You Should Use Foreign Key Constraints in Rails
Updated 4/24/09: If you want to use foreign keys in your Rails project, checkout the migration_helpers and sexy_migrations plugins for a couple of options.
Jeff from Softies on Rails recommends doing without foreign keys and posted You Don’t Need Foreign Key Constraints In Rails to ask for our opinions.
He’s right. You don’t need foreign key constraints, just like you don’t need a seatbelt in your car. Your car will drive perfectly fine without one. You can drive cross-country at 120 miles per hour without a seatbelt, but may the Flying Spaghetti Monster have mercy on your soul you if you hit a tree.
It looks like everyone is on the FK side so far in the discussion. Of course, DHH hasn’t commented yet, so that may change. Rails is notorious for being “opinionated software”, and this is one of those opinions that a lot of people happen to disagree with, and is one of very few (the only?) cases where the majority of Rails users overwhelmingly, strongly disagree with the Rails philosophy.
One argument against FKs is that Rails’ ActiveRecord provides nifty relationship wiring and validation utilities, like belongs_to, has_many, and has_and_belongs_to_many. Since this logic is defined in the model, repeating it in the database is not DRY. Plus, FKs make it harder to deal with complicated relationships. You can’t delete an entity without first deleting its child entities (which :dependent => :destroy will do for you if you want closure).

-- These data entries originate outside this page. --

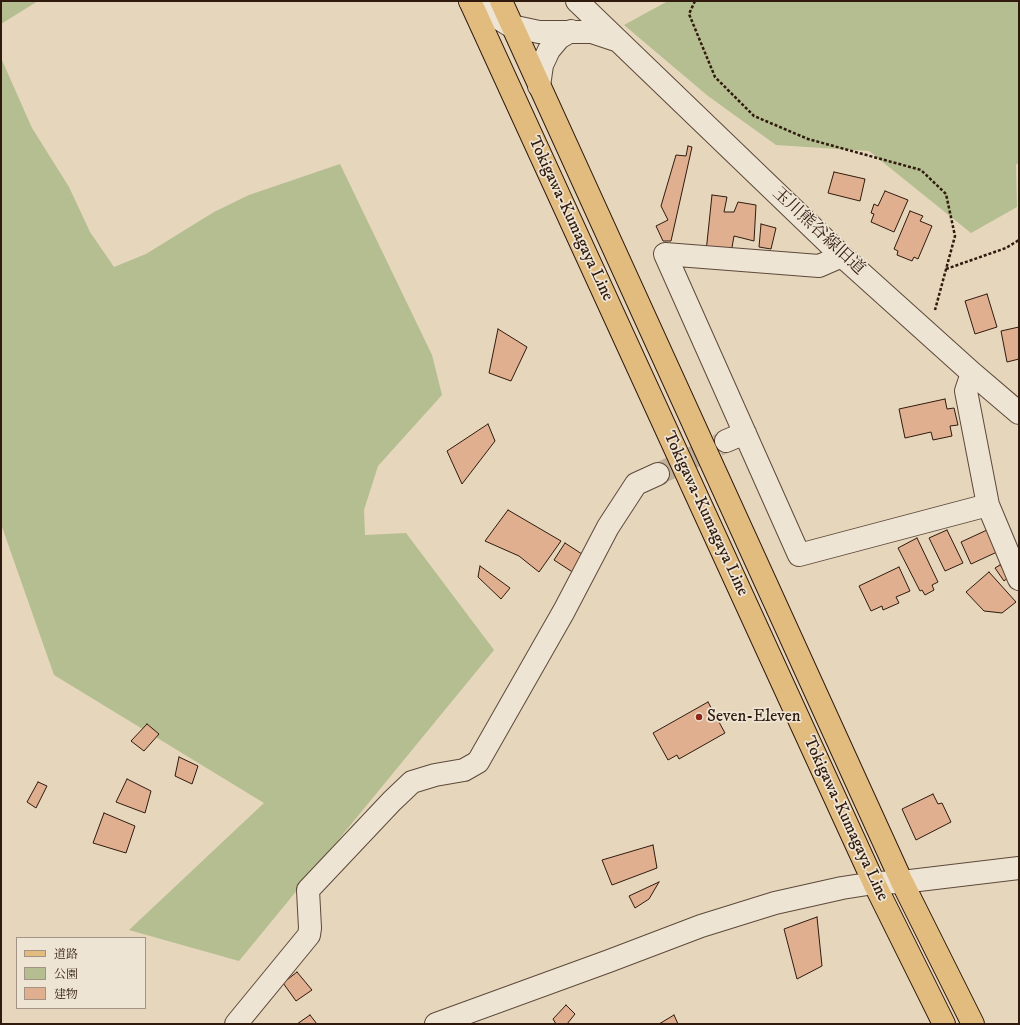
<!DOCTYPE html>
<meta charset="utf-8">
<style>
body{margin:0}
#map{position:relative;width:1020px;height:1025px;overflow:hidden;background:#e5d6bc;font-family:"IM FELL DW Pica","Noto Serif JP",serif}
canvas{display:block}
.frame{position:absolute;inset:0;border:2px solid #301a0e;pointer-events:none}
.legend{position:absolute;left:16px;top:937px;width:130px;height:72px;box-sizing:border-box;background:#eee4d3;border:1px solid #a29384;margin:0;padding:5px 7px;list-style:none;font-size:12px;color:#301a0e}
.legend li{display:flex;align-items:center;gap:8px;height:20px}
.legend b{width:20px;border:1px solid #a29384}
</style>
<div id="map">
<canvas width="1020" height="1025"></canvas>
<div class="frame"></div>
<ul class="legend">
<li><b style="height:5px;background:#e2bb7e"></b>道路</li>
<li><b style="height:11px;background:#b5be90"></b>公園</li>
<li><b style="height:11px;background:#dfaf8f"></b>建物</li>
</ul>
</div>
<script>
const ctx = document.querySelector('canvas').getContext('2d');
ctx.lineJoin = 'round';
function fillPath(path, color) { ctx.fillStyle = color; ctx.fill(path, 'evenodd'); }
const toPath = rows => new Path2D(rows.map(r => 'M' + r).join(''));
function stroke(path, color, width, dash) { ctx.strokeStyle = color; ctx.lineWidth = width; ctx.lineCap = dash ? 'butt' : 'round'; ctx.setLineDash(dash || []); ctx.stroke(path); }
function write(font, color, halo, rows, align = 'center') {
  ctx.font = font + ' "IM FELL DW Pica","Noto Serif JP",serif'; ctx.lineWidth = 3.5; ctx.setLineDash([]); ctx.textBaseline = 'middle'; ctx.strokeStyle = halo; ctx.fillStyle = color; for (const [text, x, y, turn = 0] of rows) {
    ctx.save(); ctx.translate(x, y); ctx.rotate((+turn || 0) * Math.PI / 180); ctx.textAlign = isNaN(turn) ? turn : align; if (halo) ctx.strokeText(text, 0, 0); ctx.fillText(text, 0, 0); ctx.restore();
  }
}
fillPath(toPath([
 [1,1,38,1,1,24],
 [668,1,1019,1,1019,162,1016,165,1017,207,971,233,869,151,776,145,708,96,624,25],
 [1,58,32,128,69,187,90,232,114,267,146,254,214,212,249,195,340,164,432,355,442,395,378,466,364,510,365,535,406,533,494,650,239,961,129,930,264,803,54,675,1,524]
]), '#b5be90');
const building = toPath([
 [688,146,692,147,671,241,663,241,656,226,668,220,661,206,676,155,686,156,688,146],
 [834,172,865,179,860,201,828,193,834,172],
 [885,191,908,200,894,232,871,222,874,214,871,213,874,204,878,206,885,191],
 [712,195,727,197,724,212,734,212,738,202,756,205,754,241,734,236,731,253,706,252,712,195],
 [910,211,923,216,920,221,932,226,918,259,914,257,912,261,897,255,898,251,894,249,910,211],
 [761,224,776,228,771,249,759,247,761,224],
 [987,294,997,327,975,334,965,301,987,294],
 [1019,327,1019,359,1007,362,1001,331,1019,327],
 [498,329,527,347,511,381,489,373,498,329],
 [945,399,947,409,954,408,958,425,950,426,952,436,933,440,931,432,905,438,899,409,945,399],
 [488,424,495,441,462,484,447,451,488,424],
 [508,510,561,541,539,572,519,556,485,541,508,510],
 [947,530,963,563,945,571,929,538,947,530],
 [987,530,997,552,971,564,961,542,987,530],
 [917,538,938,582,932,585,934,590,925,595,922,590,920,591,898,548,917,538],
 [565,543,585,556,574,573,554,560,565,543],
 [1000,565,1010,576,1004,581,995,568,1000,565],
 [480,566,510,588,501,599,478,577,480,566],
 [899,567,910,591,896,597,899,603,883,610,882,606,871,611,859,586,899,567],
 [989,572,1016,602,1002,613,984,611,966,592,989,572],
 [708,702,725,733,679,759,677,755,668,760,653,733,708,702],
 [147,724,159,734,144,751,131,741,147,724],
 [179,757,198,766,192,784,175,776,179,757],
 [127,779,151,791,145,813,116,802,127,779],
 [38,782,47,786,36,808,27,802,38,782],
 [933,794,938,804,942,803,951,822,916,840,902,809,933,794],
 [104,813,135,826,126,853,93,843,104,813],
 [653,845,657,868,612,885,602,860,653,845],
 [659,882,649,899,635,908,629,896,659,882],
 [817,917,822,966,797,979,784,929,817,917],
 [297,972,312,990,296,1001,283,983,297,972],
 [566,1005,575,1014,567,1024,556,1024,553,1019,566,1005],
 [310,1015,317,1024,297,1024,310,1015],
 [674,1015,678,1024,659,1024,674,1015]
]);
fillPath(building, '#dfaf8f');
stroke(building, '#301a0e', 1);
stroke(toPath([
 [658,474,723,443]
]), '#c1b099', 22, [22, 11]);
const minor = toPath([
 [470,1,511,26,539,32,592,32,616,40],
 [577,1,842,256,972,373,1019,413],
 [539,86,542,65,549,50,559,38,571,31],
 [842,256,819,266,665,254,799,555,988,505],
 [972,373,966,391,988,505,1019,579],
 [726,441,745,433],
 [236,1024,309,935,310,928,308,890,392,801,412,782,435,775,464,770,478,762,564,611,608,527,636,484,658,474],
 [436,1024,609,961,701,926,775,903,842,888,874,883,902,882,1019,868]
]);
const major = toPath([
 [470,1,874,883,944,1024],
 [501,1,902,882,973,1024]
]);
stroke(minor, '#5d493a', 24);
stroke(major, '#301a0e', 24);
stroke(toPath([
 [695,1,689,14,715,77,754,116,808,139,921,170,946,194,955,236,935,310],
 [946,269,1006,248,1019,240]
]), '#301a0e', 2.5, [3, 2]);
stroke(minor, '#eee4d3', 22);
stroke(major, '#e2bb7e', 22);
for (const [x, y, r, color] of [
 [699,717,4,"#8f2418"]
]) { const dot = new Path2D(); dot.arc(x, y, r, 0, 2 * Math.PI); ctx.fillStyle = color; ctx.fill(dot); stroke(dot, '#eee4d3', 1.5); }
write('17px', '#301a0e', '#eee4d3', [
 ["Tokigawa-Kumagaya Line",570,219,65],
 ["玉川熊谷線旧道",818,232,43],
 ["Tokigawa-Kumagaya Line",705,514,65],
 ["Tokigawa-Kumagaya Line",845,819,65]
]);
write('17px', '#301a0e', '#eee4d3', [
 ["Seven-Eleven",707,717]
], 'left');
</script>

These aren’t bad reasons, but they’re not good enough to outweigh the benefits of foreign keys, or to offset the potential cost of a weird bug that creates inconsistent data. A fairly common problem in Rails with foreign keys is setting up and tearing down test fixtures — but let’s face it, fixtures pretty much suck, and there are ways to deal with the problem. Referential integrity is more important than cheap, lazy fixtures.
Foreign keys may repeat something that’s already defined in the model code, but so what? Relationships rarely change, and when they do, you’re probably going to be changing the database anyway. It’s not as if they’re likely to get out of sync.
Foreign keys are pretty easy to create, especially if you use a plugin like sexy migrations, and they don’t add much overhead. (Oddly, Rails 2.0 borrowed quite a bit from sexy migrations but didn’t include the foreign key stuff.)
Some databases provide the option to automatically index the columns that are foreign keys, saving you the trouble of adding the indexes yourself. (Foreign keys tend to be columns that you’d want to index. Consider fetching a post’s comments: SELECT * FROM comments WHERE post_id = 1 should use an index on post_id.)
And of course, without foreign keys how can you generate an ER diagram to hang on the wall for everyone to admire? (Note: I don’t do that.)